El componente social aparece con fuerza cuando se abordan los episodios de tensión pública entre Lali y el presidente Javier Milei. Lejos de recrearse en el conflicto, la película lo introduce como un reflejo de la relación entre arte y poder. Lali ha defendido abiertamente los derechos de las mujeres y de la comunidad LGBTIQ+, y esa coherencia entre discurso y práctica se traduce en una presencia constante en marchas y debates públicos. Espósito integra esas secuencias en paralelo con los conciertos y las grabaciones, planteando que el escenario y la calle forman parte de un mismo espacio de expresión. El documental no convierte la política en eslogan, sino en un marco que explica por qué su música adquiere un sentido colectivo. El espectador entiende que su figura pública no es solo producto del entretenimiento, sino de una postura ética y moral que asume consecuencias sin dramatismos ni victimismo.
La dirección de Espósito se apoya en la alternancia entre los espacios íntimos y los grandes estadios. Las luces frías, los planos cerrados y las conversaciones de camerino contrastan con los planos aéreos de Vélez Sarsfield repleto. Esa oscilación entre interioridad y magnitud visual define el tono de la película. El montaje rehúye la velocidad publicitaria para dejar respirar las imágenes, permitiendo que el paso del tiempo se sienta dentro de cada secuencia. Las canciones acompañan este ritmo narrativo: la voz se escucha entre ensayos y pruebas de sonido, como si el documental quisiera mostrar cómo la música nace del cansancio, la insistencia y la corrección. En lugar de exhibir un producto terminado, la película enseña el proceso de elaboración y cómo ese recorrido redefine la relación entre la artista y su público.

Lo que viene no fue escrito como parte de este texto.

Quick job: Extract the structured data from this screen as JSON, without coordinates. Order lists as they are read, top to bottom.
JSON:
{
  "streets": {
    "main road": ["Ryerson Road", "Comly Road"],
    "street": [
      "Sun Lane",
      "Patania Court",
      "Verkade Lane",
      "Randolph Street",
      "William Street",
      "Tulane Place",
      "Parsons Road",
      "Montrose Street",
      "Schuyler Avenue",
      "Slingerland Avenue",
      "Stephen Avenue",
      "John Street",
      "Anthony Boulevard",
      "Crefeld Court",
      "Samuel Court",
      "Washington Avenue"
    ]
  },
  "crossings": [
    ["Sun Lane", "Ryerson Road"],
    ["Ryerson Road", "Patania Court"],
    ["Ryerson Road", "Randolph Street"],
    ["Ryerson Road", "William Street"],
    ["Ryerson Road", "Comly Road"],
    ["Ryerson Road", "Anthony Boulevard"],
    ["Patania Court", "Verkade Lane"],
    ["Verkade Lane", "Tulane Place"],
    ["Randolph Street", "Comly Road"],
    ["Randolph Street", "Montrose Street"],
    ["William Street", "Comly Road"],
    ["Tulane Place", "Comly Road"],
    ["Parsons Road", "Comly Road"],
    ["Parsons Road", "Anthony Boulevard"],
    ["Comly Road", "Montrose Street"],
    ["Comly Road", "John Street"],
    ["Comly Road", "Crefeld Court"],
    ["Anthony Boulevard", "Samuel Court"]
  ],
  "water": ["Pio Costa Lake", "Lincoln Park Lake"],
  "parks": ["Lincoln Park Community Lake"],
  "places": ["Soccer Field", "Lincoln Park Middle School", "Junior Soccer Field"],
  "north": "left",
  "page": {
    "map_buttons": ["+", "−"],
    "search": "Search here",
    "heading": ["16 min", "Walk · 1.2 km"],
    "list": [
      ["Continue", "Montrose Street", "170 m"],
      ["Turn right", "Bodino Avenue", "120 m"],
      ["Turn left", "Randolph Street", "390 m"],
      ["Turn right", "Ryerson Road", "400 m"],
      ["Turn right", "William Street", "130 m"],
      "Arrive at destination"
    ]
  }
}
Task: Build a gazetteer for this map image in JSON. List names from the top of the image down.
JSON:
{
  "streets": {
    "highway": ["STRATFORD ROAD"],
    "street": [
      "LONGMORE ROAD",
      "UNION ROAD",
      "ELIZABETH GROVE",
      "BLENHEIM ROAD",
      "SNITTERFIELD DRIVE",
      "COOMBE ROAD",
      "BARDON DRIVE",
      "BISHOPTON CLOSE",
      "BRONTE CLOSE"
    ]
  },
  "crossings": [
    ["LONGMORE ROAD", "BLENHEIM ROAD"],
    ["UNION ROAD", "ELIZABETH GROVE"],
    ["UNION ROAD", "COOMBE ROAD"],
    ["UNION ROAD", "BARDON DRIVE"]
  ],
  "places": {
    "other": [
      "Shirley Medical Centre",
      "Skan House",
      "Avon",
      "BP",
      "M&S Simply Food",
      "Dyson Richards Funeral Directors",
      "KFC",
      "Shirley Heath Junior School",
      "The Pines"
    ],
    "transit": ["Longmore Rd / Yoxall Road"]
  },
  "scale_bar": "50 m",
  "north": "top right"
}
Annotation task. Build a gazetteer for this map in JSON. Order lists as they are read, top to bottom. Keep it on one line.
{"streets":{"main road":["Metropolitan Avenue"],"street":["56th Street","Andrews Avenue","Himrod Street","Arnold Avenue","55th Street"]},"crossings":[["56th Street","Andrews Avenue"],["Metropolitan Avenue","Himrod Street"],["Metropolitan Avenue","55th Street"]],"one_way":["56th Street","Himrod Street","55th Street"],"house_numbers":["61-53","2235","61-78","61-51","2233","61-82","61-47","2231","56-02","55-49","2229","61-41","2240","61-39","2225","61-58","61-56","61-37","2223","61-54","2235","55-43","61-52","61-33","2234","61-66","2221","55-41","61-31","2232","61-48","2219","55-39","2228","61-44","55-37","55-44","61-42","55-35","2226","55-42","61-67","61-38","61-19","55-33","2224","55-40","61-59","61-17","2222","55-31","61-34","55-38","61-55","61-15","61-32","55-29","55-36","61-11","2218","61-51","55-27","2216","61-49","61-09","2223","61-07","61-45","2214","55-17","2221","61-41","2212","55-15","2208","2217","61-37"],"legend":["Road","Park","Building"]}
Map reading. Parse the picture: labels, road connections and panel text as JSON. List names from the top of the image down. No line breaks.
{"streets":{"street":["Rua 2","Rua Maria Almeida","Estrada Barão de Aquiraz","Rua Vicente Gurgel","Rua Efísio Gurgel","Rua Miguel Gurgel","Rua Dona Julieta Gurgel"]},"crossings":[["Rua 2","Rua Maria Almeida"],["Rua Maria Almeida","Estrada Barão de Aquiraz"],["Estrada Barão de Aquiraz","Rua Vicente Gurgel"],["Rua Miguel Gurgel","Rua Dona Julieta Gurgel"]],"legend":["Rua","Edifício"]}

La lectura estética y moral que propone ‘Lali: La que le gana al tiempo’ se apoya en la idea de permanencia. Espósito no busca el efecto inmediato, sino la observación sostenida de un trabajo que se construye paso a paso. La narración, apoyada por un diseño de sonido que mezcla registro ambiental con secuencias musicales, genera la sensación de que cada momento contiene una parte del esfuerzo total. La película no pretende conmover ni convencer: simplemente muestra cómo se sostiene una carrera desde la coherencia. Lali Espósito aparece sin artificios, concentrada en su rutina, consciente de su papel como referente pero también de su vulnerabilidad ante un entorno que convierte cada gesto en noticia. Esa claridad es el mayor logro del documental, que logra transmitir la serenidad de alguien que entiende el éxito como continuidad más que como explosión. Netflix, con su alcance global, amplifica esa imagen sin distorsionarla, convirtiendo la historia en un retrato sobre la madurez y la responsabilidad dentro del espectáculo.